EXCERPTED RECORDS:

+-------+

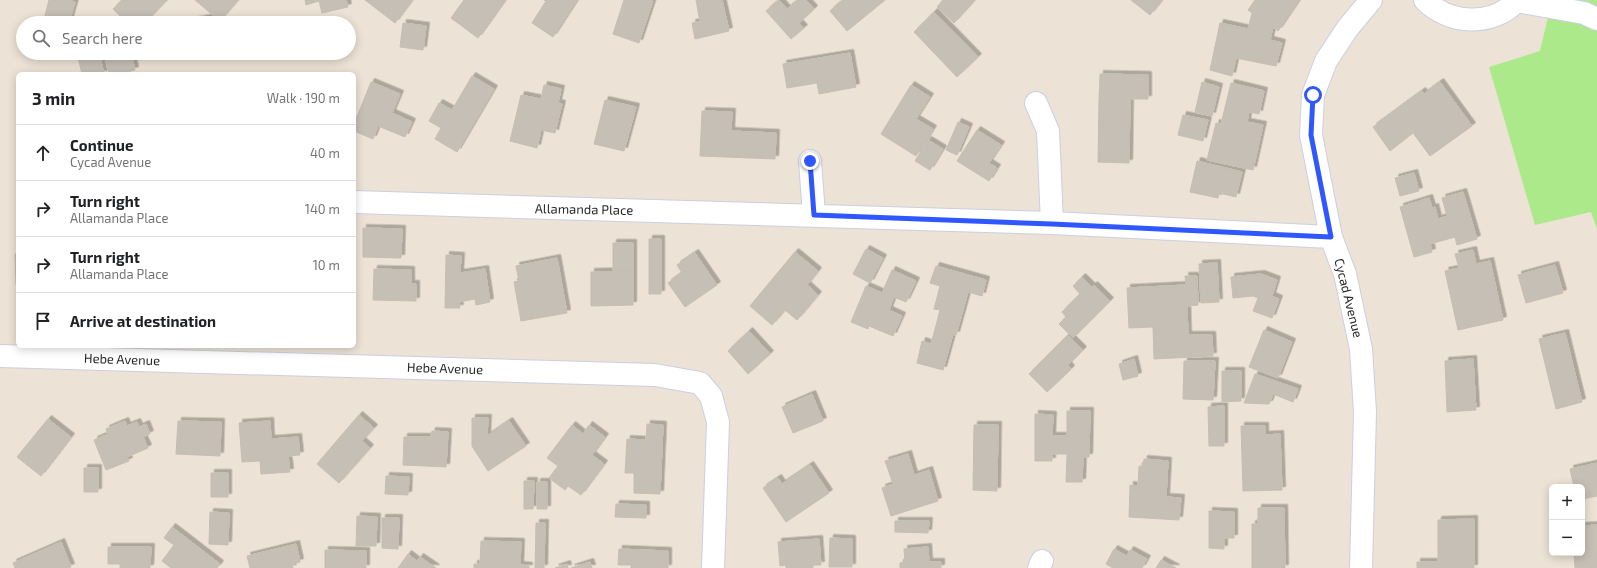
<!DOCTYPE html>
<meta charset="utf-8">
<style>
:root{--surface:#fff;--page:#f6f6f6;--text:#202124;--muted:#757577;--line:#e0e0e0}
body{margin:0;font-family:"Exo 2",sans-serif;background:var(--page);color:var(--text)}
.controls{position:absolute;right:12px;bottom:12px;display:grid;overflow:hidden;border-radius:6px;box-shadow:0 2px 10px #0003}
.controls button{width:36px;height:36px;display:grid;place-items:center;padding:0;border:0;border-bottom:1px solid var(--line);background:var(--surface);color:var(--text);font:20px sans-serif}
.stop{position:absolute;width:12px;height:12px;margin:-9px;border:3px solid #2f57ff;border-radius:50%;background:#fff}
.stop.end{background:#2f57ff;border-color:#fff;box-shadow:0 1px 4px #0008}
.list{margin:0;padding:0;list-style:none}
h2{display:flex;justify-content:space-between;align-items:center;height:52px;margin:0;padding:0 16px;font-size:17px}
h2 small{font-size:13px;font-weight:400;color:var(--muted)}
.list li{display:grid;grid-template-columns:26px 1fr auto;gap:12px;align-items:center;box-sizing:border-box;height:56px;padding:0 16px;border-top:1px solid var(--line)}
.list b{display:block;font-size:15px;white-space:nowrap}
.list p{margin:0;font-size:13px;white-space:nowrap;color:var(--muted)}
.list em{font-size:13px;font-style:normal;color:var(--muted)}
.icon{flex:none;width:22px;height:22px;fill:none;stroke:currentColor;stroke-width:2;stroke-linecap:round;stroke-linejoin:round}
.map{position:relative;flex:none;width:1597px;height:568px;overflow:hidden}
.search{position:absolute;background:var(--surface);box-shadow:0 2px 10px #0003;left:16px;top:16px;width:340px;height:44px;display:flex;align-items:center;gap:10px;box-sizing:border-box;padding:0 14px;border-radius:22px;color:var(--muted);font-size:15px}
.panel{position:absolute;background:var(--surface);box-shadow:0 2px 10px #0003;left:16px;top:72px;width:340px;height:276px;border-radius:6px}
.map>svg:first-child{display:block}
.green{fill:#ace98b}
.building{fill:#c6bfb6;stroke:#c6beb0;filter:url(#shadow)}
.lines{fill:none;stroke-linecap:round;stroke-linejoin:round}
.minor-casing{stroke:#cbcfe2;stroke-width:24}
.minor{stroke:#fff;stroke-width:22}
.route{stroke:#2f57ff;stroke-width:5}
.labels{text-anchor:middle;dominant-baseline:central;stroke-width:4;stroke-linejoin:round;paint-order:stroke}
.street-label{font-size:13px;fill:#272727;stroke:#fff}
</style>
<div class="map">
<svg width="1597" height="568" viewBox="0 0 1597 568">
<defs>
<filter id="shadow"><feDropShadow dx="3.5" dy="-3.5" stdDeviation="0" flood-color="#0004"/></filter>
</defs>
<rect width="100%" height="100%" fill="#ece2d5"/>
<!-- green -->
<path class="green" d="M1552 0H1597V229L1591 212 1535 225 1489 67 1540 51Z"/>
<!-- building -->
<path class="building" d="M49 0H66L75 2 69 23H43Z
M122 0H165L166 1 145 23H127L113 9Z
M195 0H238L220 21Z
M305 0H346L348 7 322 13 319 1 306 5Z
M365 0H412L395 23Z
M464 0H505L478 38 451 18Z
M544 0H577L553 37 532 23 546 1Z
M624 0 653 1 639 43 613 34Z
M696 0H722L729 31 695 39 692 23 700 22Z
M779 0 787 9 798 0H806L814 9 799 23 804 28 791 39 766 11Z
M843 0H885L847 31 830 11Z
M943 0H975L954 23 937 7Z
M1131 0H1162L1150 15Z
M1255 0H1299L1278 31 1273 27 1270 40 1282 43 1276 66 1236 58 1232 76 1210 70 1220 23 1248 29 1252 13 1248 10Z
M934 12 978 57 957 77 914 32Z
M212 17 213 23H186V22Z
M403 23 426 26 423 50 400 47Z
M77 53H99L104 74H82Z
M104 53H131L135 70 119 74H109Z
M192 53H222L194 59Z
M850 53 856 87 819 94 817 83 787 88 783 64Z
M1100 74 1148 75V99H1099Z
M472 76 494 89 457 152 435 139 441 128 429 121 439 103 452 110Z
M371 82 400 94 392 113 412 122 405 137 378 126 373 139 354 131V124Z
M1202 82 1219 87 1212 116 1195 112Z
M1440 82 1472 126 1430 156 1413 133 1390 151 1373 127 1422 91 1424 94Z
M1231 83 1264 91 1259 114 1249 112 1247 122 1263 125 1253 170 1207 160 1216 123 1221 124Z
M544 85 561 89 558 103 562 104 555 133 541 130 537 148 510 141 521 95 541 99Z
M911 85 930 97 916 119 933 129 916 156 881 134Z
M1099 99H1130L1129 163 1098 162Z
M605 100 636 107 624 151 594 144Z
M702 111 732 112 731 131 776 133 775 159 700 156Z
M1183 115 1208 120 1203 141 1178 135Z
M958 122 969 127 957 155 946 150Z
M977 130 1001 145 989 163 997 168 989 181 957 161Z
M928 140 943 149 930 170 915 161Z
M1197 161 1242 172 1236 197 1219 193 1218 198 1190 192Z
M1414 173 1419 191 1400 196 1395 178Z
M1463 192 1477 239 1457 245 1455 237 1430 244 1432 252 1414 257 1400 207 1429 198 1432 208 1435 207 1438 219 1447 216 1442 198Z
M363 228 402 229 401 258 363 257Z
M649 239H661V294H649Z
M613 243H633V271L613 272Z
M866 249 883 258 870 283 853 274Z
M1473 250 1476 264 1490 261 1503 320 1458 330 1445 271 1459 268 1455 254Z
M795 252 818 271 807 285 818 295 797 320 785 310 772 325 750 306Z
M695 253 717 285 685 307 668 283 682 273 677 265Z
M15 254H18V285H16Z
M446 255 461 256 460 273 485 269 490 302 476 305 475 299 459 302 460 308H445Z
M557 258 567 313 521 321 514 282 519 281 516 266Z
M1217 263 1219 302 1201 303 1199 264Z
M1555 265 1563 293 1526 303 1518 275Z
M936 266 986 280 982 296 968 292 956 335 935 329 940 310 934 309 940 286 930 283Z
M374 269 411 270V284H416V301L373 300Z
M892 270 916 281 906 302 894 297 889 310 902 316 893 336 869 326 868 329 851 322 866 286 882 293Z
M633 271V305L591 306V272Z
M1261 274 1277 280 1272 296 1279 299 1272 318 1253 311 1258 298 1253 296 1233 298 1231 277Z
M1185 276H1197L1198 305 1187 306 1188 335H1212L1213 356 1154 359 1153 327 1129 328 1127 288 1186 285Z
M1082 277 1092 287 1094 285 1110 301 1073 338 1059 324 1066 317 1062 312 1080 294 1073 286Z
M935 329 953 334 943 370 917 363 922 341 931 344Z
M1264 330 1292 342 1278 378 1249 367Z
M749 331 770 354 748 374 728 351Z
M1565 333 1582 402 1556 409 1539 339Z
M1068 335 1083 350 1068 365 1071 369 1047 392 1029 374Z
M1134 359 1138 376 1123 380 1119 364Z
M1473 359 1476 410 1447 412 1445 361Z
M1184 361H1215L1213 400 1183 399Z
M1222 371H1241V401L1222 402Z
M1255 374 1298 389 1293 402 1273 394 1269 404 1244 403Z
M812 394 823 421 793 433 782 407Z
M1224 406V446H1209L1208 407Z
M1067 411H1090L1089 457H1083L1082 482H1066L1067 454H1052V461H1035V414L1053 415 1052 436H1067Z
M359 415 374 428 362 441 370 448 339 483 317 464Z
M472 418H488L487 436 509 421 526 446 488 471 472 446Z
M48 419 71 437 41 476 17 457Z
M125 421 127 426 137 422 139 427 146 424 150 434 143 437 148 448 127 457 129 461 106 470 94 440 108 434 106 429Z
M178 421 221 422 220 456 176 454Z
M270 421 271 439 298 437 300 455 288 456 290 472 261 474 260 461 242 462 239 423Z
M647 424 663 425 660 494 634 493V473H625L627 439 646 440Z
M572 425 583 434 589 425 605 437 592 455 604 464 581 495 568 486 565 490 549 478 558 466 547 458Z
M974 425H998L997 491 973 490Z
M1241 426H1265V435L1280 434 1282 490 1243 491Z
M432 431 448 432 446 467 403 465 404 437H431Z
M908 454 914 475 929 470 938 501 891 516 882 488 893 484 885 461Z
M1144 459 1168 461 1166 497 1181 498 1179 520 1129 517 1130 485 1138 486 1139 466 1143 467Z
M1597 463V496L1582 499V487H1574L1570 469Z
M810 465 829 493 786 522 763 488 778 478 782 484Z
M84 468H98V492H84Z
M211 473H228V497H211Z
M386 476 409 477 408 495 385 494Z
M524 481H534L533 509H524Z
M537 482H547V509H537Z
M616 504 646 505V518L615 517Z
M1258 508H1284L1285 568H1252V524H1258Z
M1209 511 1234 512V538H1224V549L1209 548Z
M210 512 229 513 228 545 209 544Z
M357 516 377 517 376 546H356Z
M382 518H399L398 549 382 548Z
M1474 519V568H1417V562H1438V520Z
M895 521H929L928 533 895 532Z
M536 523H545L544 568H535Z
M1597 525V568H1575L1574 553H1582V526Z
M172 527 220 564 217 568H171L162 561 174 545 164 538Z
M830 538 852 539V567H829Z
M819 539 821 565H813V568H786V565L780 566 778 542Z
M481 541 521 542 520 565 529 566V568H474V564H480Z
M61 542 71 567 68 568H15L13 563Z
M296 544 300 562 292 564 293 568H250L247 556Z
M108 547H151L150 568H120V564H108Z
M928 547 929 562H941V568H900V563L905 562 904 549Z
M619 549 668 551V568H631V565H618Z
M1114 549 1127 556 1130 550 1147 559 1142 568H1113L1106 564Z
M325 550 366 551V568H325Z
M408 554 417 561 420 557 436 568H398Z
M1161 560 1176 568H1156Z
M590 562 592 568H571Z
M567 564 568 568H555Z"/>
<g class="lines">
<!-- minor casing -->
<g class="minor-casing">
<path id="minor" d="M1425 0C1449 25 1494 27 1517 0
M1517 1 1584 13 1597 19
M1036 103 1048 131 1052 223
M810 161 814 215
M354 202 1052 223 1331 237
M0 356 655 375 700 383 711 396 718 422 713 568
M1039 568 1042 561
M1361 568 1365 412 1361 349 1345 274 1331 237 1311 135 1313 95 1326 61 1347 29 1371 0"/>
</g>
<!-- minor -->
<use href="#minor" class="minor"/>
</g>
<g class="lines">
<!-- route -->
<path class="route" d="M810 161 814 215 1052 224 1331 237 1311 135 1313 95"/>
</g>
<g class="labels">
<!-- street labels -->
<g class="street-label">
<text transform="translate(584 209) rotate(1)">Allamanda Place</text>
<text transform="translate(1349 298) rotate(76)">Cycad Avenue</text>
<text transform="translate(122 359) rotate(2)">Hebe Avenue</text>
<text transform="translate(445 368) rotate(2)">Hebe Avenue</text>
</g>
</g>
</svg>
<div class="controls">
<button>+</button>
<button>−</button>
</div>
<div class="stop" style="left:1313px;top:95px"></div>
<div class="stop end" style="left:810px;top:161px"></div>
<div class="search"><svg class="icon" aria-label="search" viewBox="0 0 24 24"><circle cx="10" cy="10" r="6"/><path d="M15 15l6 6"/></svg>Search here</div>
<section class="panel">
<h2>3 min<small>Walk · 190 m</small></h2>
<ul class="list">
<li><svg class="icon" aria-label="ahead" viewBox="0 0 24 24"><path d="M12 20V5M6 11l6-6 6 6"/></svg><div><b>Continue</b><p>Cycad Avenue</p></div><em>40 m</em></li>
<li><svg class="icon" aria-label="right" viewBox="0 0 24 24"><path d="M7 20v-9h11M14 6l5 5-5 5"/></svg><div><b>Turn right</b><p>Allamanda Place</p></div><em>140 m</em></li>
<li><svg class="icon" aria-label="right" viewBox="0 0 24 24"><path d="M7 20v-9h11M14 6l5 5-5 5"/></svg><div><b>Turn right</b><p>Allamanda Place</p></div><em>10 m</em></li>
<li><svg class="icon" aria-label="arrive" viewBox="0 0 24 24"><path d="M6 21V4h12l-3 4 3 4H6"/></svg><div><b>Arrive at destination</b></div></li>
</ul>
</section>
</div>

+-------+

EXERCISE GOAL: Every line in the data that holds the string "grid" should be returned.

SOLUTION FOR THIS PROBLEM:
.controls{position:absolute;right:12px;bottom:12px;display:grid;overflow:hidden;border-radius:6px;box-shadow:0 2px 10px #0003}
.controls button{width:36px;height:36px;display:grid;place-items:center;padding:0;border:0;border-bottom:1px solid var(--line);background:var(--surface);color:var(--text);font:20px sans-serif}
.list li{display:grid;grid-template-columns:26px 1fr auto;gap:12px;align-items:center;box-sizing:border-box;height:56px;padding:0 16px;border-top:1px solid var(--line)}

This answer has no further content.